I think the Trump administration’s so-called campaign against antisemitism is pretty transparently not at all about antisemitism. I think what it’s about is going after institutions of higher education, trying to weaken and kneecap colleges and universities, as well as going after immigrants and foreign students. It concerns me deeply that the administration is using Jews and using the guise of antisemitism to erode our civil rights, to erode and attack institutions of higher education and free thought. And that worries me deeply, for the sake of American democracy and for the sake of the safety of Jewish people in America.

Do you see this as an attempt by Trump to use Israel as a wedge issue to divide American Jews? 

I think American Jews are divided already and have a diversity of opinions about the state of Israel and Israeli policy. I don’t know that this is a particular intention of the Trump administration to use Israel as a wedge. I think it was already using Israel as well as a wedge, going back to the campaign and even before. But what particularly worries me is that the administration’s policies on antisemitism on campus are endangering Jewish people in America and are eroding the pillars of American democracy and civil society. That concerns me more than anything about using Israel as a wedge issue for American Jewish voters.

The Anti-Defamation League has been largely supportive of the Trump administration’s effort to deport Mahmoud Khalil. What do you think of that? Are leaders of the American Jewish community missing the moment?

I think it’s really important that American Jewish leaders across the spectrum speak out with moral courage and stand in defense of American democracy and freedoms and civil liberties and diversity. And I think democracy is the best defense that American Jews and people of all of all stripes have against persecution and intimidation.

My hope is that American Jewish leaders stand in defense of American democracy, and civil rights, and the rule of law, and the equal protection of the law.

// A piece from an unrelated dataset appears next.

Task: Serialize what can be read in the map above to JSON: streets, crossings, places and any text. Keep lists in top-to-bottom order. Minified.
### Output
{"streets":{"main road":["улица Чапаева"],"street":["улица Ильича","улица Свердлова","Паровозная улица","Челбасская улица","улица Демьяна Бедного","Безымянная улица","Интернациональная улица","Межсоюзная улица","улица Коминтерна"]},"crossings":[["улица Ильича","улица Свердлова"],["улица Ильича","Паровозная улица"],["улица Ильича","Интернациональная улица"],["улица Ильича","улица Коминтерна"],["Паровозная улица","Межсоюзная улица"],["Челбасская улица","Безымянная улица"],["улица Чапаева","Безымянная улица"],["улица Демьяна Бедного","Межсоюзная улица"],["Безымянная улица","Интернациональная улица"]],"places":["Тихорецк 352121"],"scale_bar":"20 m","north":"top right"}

I am encouraged when they do so, and I think it’s really important at this time that leaders speak out with moral courage.

Anything else you wanted to add? 

Obviously there’s a spectrum of opinion in the American Jewish community about the administration, and I respect that. The thought that I would want to leave folks with is that, while [the Trump effort] feels good — and I can certainly understand people who feel vulnerable and insecure, particularly after October 7, because of the rise of antisemitism, I very much sympathize with that — it’s important to recognize that what feels like protection and safety today, because of some of the actions the administration has taken, can disappear in a heartbeat. Today’s “protection” can be tomorrow’s persecution. We need to be very vigilant about the erosion of the rule of law and our civil liberties, because that is the best defense against antisemitism, not the protection of the strongmen.

I really do feel sympathy with a lot of Jewish people who feel threatened and unsafe. I have friends who send their kids to college who feel excluded, who feel intimidated sometimes and unsafe. That is a real feeling, and antisemitism is a real threat to a lot of people, not just to Jews, but to Americans of all stripes. We need to acknowledge that problem. We need to understand that people feel threatened and insecure and we need to find the wherewithal to defend our democracy.

The last thing I’d say is that I am proud of Harvard for standing up and for refusing to be bullied. That is a morally courageous and patriotic decision, and it also carries great risk, and it requires real sacrifice. I’m proud that Harvard stood up, and is hopefully inspiring others in civil society to stand up for the morally courageous and patriotic thing to do.